#### [What is needed]
Copy out all the records exactly.

───── Provided information

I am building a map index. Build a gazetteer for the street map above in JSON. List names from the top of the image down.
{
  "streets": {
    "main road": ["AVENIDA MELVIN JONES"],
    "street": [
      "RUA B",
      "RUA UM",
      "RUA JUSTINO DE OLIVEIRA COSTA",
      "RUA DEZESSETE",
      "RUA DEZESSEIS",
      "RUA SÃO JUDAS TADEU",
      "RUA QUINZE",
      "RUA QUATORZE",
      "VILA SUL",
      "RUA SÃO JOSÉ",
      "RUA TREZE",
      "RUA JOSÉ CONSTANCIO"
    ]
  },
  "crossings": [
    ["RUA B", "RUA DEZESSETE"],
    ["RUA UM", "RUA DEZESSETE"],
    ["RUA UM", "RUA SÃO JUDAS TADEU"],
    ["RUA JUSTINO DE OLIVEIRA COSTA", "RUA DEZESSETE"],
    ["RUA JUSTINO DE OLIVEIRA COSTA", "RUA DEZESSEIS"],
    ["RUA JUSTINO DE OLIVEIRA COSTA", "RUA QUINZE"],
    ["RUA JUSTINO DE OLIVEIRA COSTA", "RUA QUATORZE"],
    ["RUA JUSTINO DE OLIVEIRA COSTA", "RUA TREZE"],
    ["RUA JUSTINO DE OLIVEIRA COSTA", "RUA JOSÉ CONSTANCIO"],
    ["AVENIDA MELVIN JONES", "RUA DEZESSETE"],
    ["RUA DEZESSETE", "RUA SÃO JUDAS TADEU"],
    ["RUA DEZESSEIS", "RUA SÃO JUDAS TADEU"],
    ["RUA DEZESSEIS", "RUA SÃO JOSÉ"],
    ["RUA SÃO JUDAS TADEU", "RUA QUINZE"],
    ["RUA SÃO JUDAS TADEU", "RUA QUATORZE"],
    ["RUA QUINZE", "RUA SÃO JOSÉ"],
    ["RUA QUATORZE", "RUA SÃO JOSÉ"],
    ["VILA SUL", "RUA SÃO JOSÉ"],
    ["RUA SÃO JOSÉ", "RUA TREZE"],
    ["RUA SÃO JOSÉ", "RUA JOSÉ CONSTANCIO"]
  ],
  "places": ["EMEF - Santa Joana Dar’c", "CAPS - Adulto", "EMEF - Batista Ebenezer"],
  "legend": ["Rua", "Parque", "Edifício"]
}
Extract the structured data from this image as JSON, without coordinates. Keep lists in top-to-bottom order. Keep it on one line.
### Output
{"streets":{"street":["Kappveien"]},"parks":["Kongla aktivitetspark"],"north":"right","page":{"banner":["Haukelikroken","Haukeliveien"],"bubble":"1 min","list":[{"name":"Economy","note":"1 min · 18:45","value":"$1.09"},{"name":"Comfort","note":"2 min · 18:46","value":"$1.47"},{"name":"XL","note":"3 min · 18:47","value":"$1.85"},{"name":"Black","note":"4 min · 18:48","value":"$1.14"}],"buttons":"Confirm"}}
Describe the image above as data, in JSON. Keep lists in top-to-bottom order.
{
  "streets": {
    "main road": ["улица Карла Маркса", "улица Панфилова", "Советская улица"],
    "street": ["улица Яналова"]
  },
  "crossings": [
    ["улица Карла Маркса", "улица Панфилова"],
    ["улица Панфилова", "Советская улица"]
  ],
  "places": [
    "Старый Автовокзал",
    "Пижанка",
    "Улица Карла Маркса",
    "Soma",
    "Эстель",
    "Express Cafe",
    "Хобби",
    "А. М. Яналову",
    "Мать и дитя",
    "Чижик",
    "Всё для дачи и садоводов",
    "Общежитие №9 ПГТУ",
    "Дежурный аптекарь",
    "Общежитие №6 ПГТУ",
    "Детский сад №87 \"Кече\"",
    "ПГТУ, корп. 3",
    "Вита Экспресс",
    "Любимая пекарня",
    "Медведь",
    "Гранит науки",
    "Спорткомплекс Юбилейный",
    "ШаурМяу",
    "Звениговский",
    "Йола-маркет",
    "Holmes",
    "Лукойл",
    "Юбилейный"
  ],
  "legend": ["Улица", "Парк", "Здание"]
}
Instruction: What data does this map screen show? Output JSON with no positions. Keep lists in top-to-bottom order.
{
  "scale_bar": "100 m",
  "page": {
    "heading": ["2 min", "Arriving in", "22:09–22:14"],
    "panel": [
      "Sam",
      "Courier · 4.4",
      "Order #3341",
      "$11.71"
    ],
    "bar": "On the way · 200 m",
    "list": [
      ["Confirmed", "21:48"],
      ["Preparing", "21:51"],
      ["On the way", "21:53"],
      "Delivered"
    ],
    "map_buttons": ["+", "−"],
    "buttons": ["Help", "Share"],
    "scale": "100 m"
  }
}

──────────

#### [Result of this exercise]
I am building a map index. Build a gazetteer for the street map above in JSON. List names from the top of the image down.
{
  "streets": {
    "main road": ["AVENIDA MELVIN JONES"],
    "street": [
      "RUA B",
      "RUA UM",
      "RUA JUSTINO DE OLIVEIRA COSTA",
      "RUA DEZESSETE",
      "RUA DEZESSEIS",
      "RUA SÃO JUDAS TADEU",
      "RUA QUINZE",
      "RUA QUATORZE",
      "VILA SUL",
      "RUA SÃO JOSÉ",
      "RUA TREZE",
      "RUA JOSÉ CONSTANCIO"
    ]
  },
  "crossings": [
    ["RUA B", "RUA DEZESSETE"],
    ["RUA UM", "RUA DEZESSETE"],
    ["RUA UM", "RUA SÃO JUDAS TADEU"],
    ["RUA JUSTINO DE OLIVEIRA COSTA", "RUA DEZESSETE"],
    ["RUA JUSTINO DE OLIVEIRA COSTA", "RUA DEZESSEIS"],
    ["RUA JUSTINO DE OLIVEIRA COSTA", "RUA QUINZE"],
    ["RUA JUSTINO DE OLIVEIRA COSTA", "RUA QUATORZE"],
    ["RUA JUSTINO DE OLIVEIRA COSTA", "RUA TREZE"],
    ["RUA JUSTINO DE OLIVEIRA COSTA", "RUA JOSÉ CONSTANCIO"],
    ["AVENIDA MELVIN JONES", "RUA DEZESSETE"],
    ["RUA DEZESSETE", "RUA SÃO JUDAS TADEU"],
    ["RUA DEZESSEIS", "RUA SÃO JUDAS TADEU"],
    ["RUA DEZESSEIS", "RUA SÃO JOSÉ"],
    ["RUA SÃO JUDAS TADEU", "RUA QUINZE"],
    ["RUA SÃO JUDAS TADEU", "RUA QUATORZE"],
    ["RUA QUINZE", "RUA SÃO JOSÉ"],
    ["RUA QUATORZE", "RUA SÃO JOSÉ"],
    ["VILA SUL", "RUA SÃO JOSÉ"],
    ["RUA SÃO JOSÉ", "RUA TREZE"],
    ["RUA SÃO JOSÉ", "RUA JOSÉ CONSTANCIO"]
  ],
  "places": ["EMEF - Santa Joana Dar’c", "CAPS - Adulto", "EMEF - Batista Ebenezer"],
  "legend": ["Rua", "Parque", "Edifício"]
}
Extract the structured data from this image as JSON, without coordinates. Keep lists in top-to-bottom order. Keep it on one line.
### Output
{"streets":{"street":["Kappveien"]},"parks":["Kongla aktivitetspark"],"north":"right","page":{"banner":["Haukelikroken","Haukeliveien"],"bubble":"1 min","list":[{"name":"Economy","note":"1 min · 18:45","value":"$1.09"},{"name":"Comfort","note":"2 min · 18:46","value":"$1.47"},{"name":"XL","note":"3 min · 18:47","value":"$1.85"},{"name":"Black","note":"4 min · 18:48","value":"$1.14"}],"buttons":"Confirm"}}
Describe the image above as data, in JSON. Keep lists in top-to-bottom order.
{
  "streets": {
    "main road": ["улица Карла Маркса", "улица Панфилова", "Советская улица"],
    "street": ["улица Яналова"]
  },
  "crossings": [
    ["улица Карла Маркса", "улица Панфилова"],
    ["улица Панфилова", "Советская улица"]
  ],
  "places": [
    "Старый Автовокзал",
    "Пижанка",
    "Улица Карла Маркса",
    "Soma",
    "Эстель",
    "Express Cafe",
    "Хобби",
    "А. М. Яналову",
    "Мать и дитя",
    "Чижик",
    "Всё для дачи и садоводов",
    "Общежитие №9 ПГТУ",
    "Дежурный аптекарь",
    "Общежитие №6 ПГТУ",
    "Детский сад №87 \"Кече\"",
    "ПГТУ, корп. 3",
    "Вита Экспресс",
    "Любимая пекарня",
    "Медведь",
    "Гранит науки",
    "Спорткомплекс Юбилейный",
    "ШаурМяу",
    "Звениговский",
    "Йола-маркет",
    "Holmes",
    "Лукойл",
    "Юбилейный"
  ],
  "legend": ["Улица", "Парк", "Здание"]
}
Instruction: What data does this map screen show? Output JSON with no positions. Keep lists in top-to-bottom order.
{
  "scale_bar": "100 m",
  "page": {
    "heading": ["2 min", "Arriving in", "22:09–22:14"],
    "panel": [
      "Sam",
      "Courier · 4.4",
      "Order #3341",
      "$11.71"
    ],
    "bar": "On the way · 200 m",
    "list": [
      ["Confirmed", "21:48"],
      ["Preparing", "21:51"],
      ["On the way", "21:53"],
      "Delivered"
    ],
    "map_buttons": ["+", "−"],
    "buttons": ["Help", "Share"],
    "scale": "100 m"
  }
}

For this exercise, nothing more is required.